$A=\frac{xx^T}{x^Tx}$.Find the dimension of the vector space $[y \in \mathbb{R^3}:Ay=0]$

Question

Let $x \in \mathbb{R^3}$ be a non null vector and $A=\frac{xx^T}{x^Tx}$.Find the dimension of the vector space $[y \in \mathbb{R^3}:Ay=0]$. Clearly the question asks what is the dimension of the null space of $A$. We know it is $n-\text{rank(A)}$ So, here we need rank$(A)$. Now, I just made an observation. $x^Tx$ is a scalar. We know $\text{Rank(A)}=\text{Rank}(A^T) = \text{Rank}(x^Tx)=1 $,as it is a scalar.

So, the dimension of the null space of $A=3-1=2$ Am I correct?

Answer 1

You are on the right track. Yet there might be a mistake. You could check that $A^{\top}=A$, especially, $\left(xx^{\top}\right)^{\top}=xx^{\top}$.

Instead, you could make use of the rank inequality, i.e., $$ \text{rank}\left(AB\right)\le\min\left\{\text{rank} A,\text{rank}B\right\}. $$ Therefore, $$ \text{rank}\left(xx^{\top}\right)\le\text{rank}x=1. $$ Thus as long as $xx^{\top}\ne O$, we have $$ \text{rank}\left(xx^{\top}\right)=1. $$ The rest of your proof follows hereafter.

Answer 2

You’re close.
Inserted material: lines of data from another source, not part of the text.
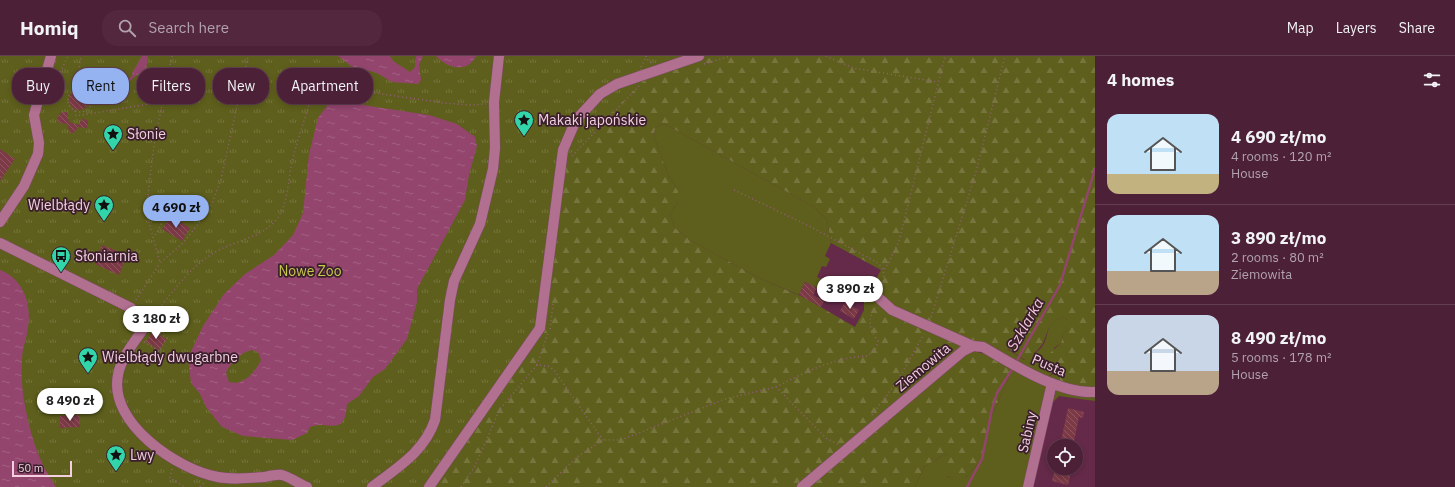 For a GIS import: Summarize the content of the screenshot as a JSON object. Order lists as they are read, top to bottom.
{
  "streets": {
    "street": ["Pusta", "Ziemowita", "Sabiny"]
  },
  "crossings": [
    ["Pusta", "Ziemowita"],
    ["Pusta", "Sabiny"]
  ],
  "water": ["Szklarka"],
  "parks": ["Nowe Zoo"],
  "places": {
    "place": [
      "Makaki japońskie",
      "Słonie",
      "Wielbłądy",
      "Wielbłądy dwugarbne",
      "Lwy"
    ],
    "bus stop": ["Słoniarnia"]
  },
  "scale_bar": "50 m",
  "page": {
    "header": "Homiq",
    "search": "Search here",
    "nav": ["Map", "Layers", "Share"],
    "heading": "4 homes",
    "chip": [
      "Buy",
      "Rent",
      "Filters",
      "New",
      "Apartment"
    ],
    "list": [
      {
        "name": "4 690 zł/mo",
        "note": "4 rooms · 120 m² · House"
      },
      {
        "name": "3 890 zł/mo",
        "note": "2 rooms · 80 m² · Ziemowita"
      },
      {
        "name": "8 490 zł/mo",
        "note": "5 rooms · 178 m² · House"
      }
    ],
    "price": [
      "4 690 zł",
      "3 890 zł",
      "3 180 zł",
      "8 490 zł"
    ],
    "scale": "50 m"
  }
}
The key isn’t that $x^Tx$ is a scalar but that $x^Ty$ is: $Ay = {xx^T\over x^Tx}y = {x^Ty\over x^Tx}x$, so for all $y$, $Ay$ is a scalar multiple of $x$. Since $x\ne0$, this means that the rank of $A$ is one and so the dimension of its null space is $3-1=2$.